1. Of course they're markets, since you can have fantasy YA, romantic YA (not erotica, I'm thinking "Sweet Valley High").
2. The distinction is only valuable as a marketing one, and for parents looking to control (that sounds bad; "monitor"?) their kids reading material. I.e., it might be easier for an auntie to go to the MG novels and pick something kinda at random to give her 9-year-old nephew, but know it won't have gratutious sex and violence, than it would be if the distinction wasn't so plain. (I say this because once my mother-in-law gave me a highly-reviewed book for Christmas without reading it herself, and I think she would be mortified to know it contained several murders--one by elephant!--two sex scenes, and one scene where a dwarf looked at pornographic comics with all you might suppose that entails.

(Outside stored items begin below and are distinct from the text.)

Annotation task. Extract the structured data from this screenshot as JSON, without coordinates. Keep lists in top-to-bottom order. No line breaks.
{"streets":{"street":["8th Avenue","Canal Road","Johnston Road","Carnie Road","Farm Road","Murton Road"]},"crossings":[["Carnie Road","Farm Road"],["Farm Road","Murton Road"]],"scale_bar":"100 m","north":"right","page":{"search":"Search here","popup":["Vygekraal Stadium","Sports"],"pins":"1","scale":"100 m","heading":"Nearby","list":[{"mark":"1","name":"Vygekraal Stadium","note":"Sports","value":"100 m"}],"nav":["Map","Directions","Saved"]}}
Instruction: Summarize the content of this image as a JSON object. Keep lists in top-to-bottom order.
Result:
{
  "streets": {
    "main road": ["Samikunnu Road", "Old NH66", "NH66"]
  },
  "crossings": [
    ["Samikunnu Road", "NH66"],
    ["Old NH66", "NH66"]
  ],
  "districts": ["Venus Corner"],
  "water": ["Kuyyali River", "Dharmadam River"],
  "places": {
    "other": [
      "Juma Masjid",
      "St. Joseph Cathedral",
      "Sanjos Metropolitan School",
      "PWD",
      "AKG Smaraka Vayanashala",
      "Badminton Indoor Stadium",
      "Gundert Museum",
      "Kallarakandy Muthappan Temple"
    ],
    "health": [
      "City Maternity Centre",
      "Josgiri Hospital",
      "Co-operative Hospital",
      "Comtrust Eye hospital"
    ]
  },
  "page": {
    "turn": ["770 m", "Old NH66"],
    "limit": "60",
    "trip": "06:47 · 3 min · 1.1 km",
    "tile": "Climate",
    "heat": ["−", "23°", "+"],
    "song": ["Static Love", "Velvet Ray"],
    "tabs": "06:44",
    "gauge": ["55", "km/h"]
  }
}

Decent storytelling, though.)
That said, when I was 12 I was reading grownup fiction more than I was reading fiction geared for people my age, and now that I'm an adult I can enjoy Edith Nesbit, for instance, more than I could as a kid.
Unfortunately I think it all comes down to the money and which framing of the stories will sell the most--that's why romances always have to have feminine colors and swoopy script for the titles, and detective stories (even with female protagonists) have harsh, masculine colors and FONT WITH A LOT OF CAPS. And fantasy stories generally have, somewhere on them, "an epic saga". Tsk.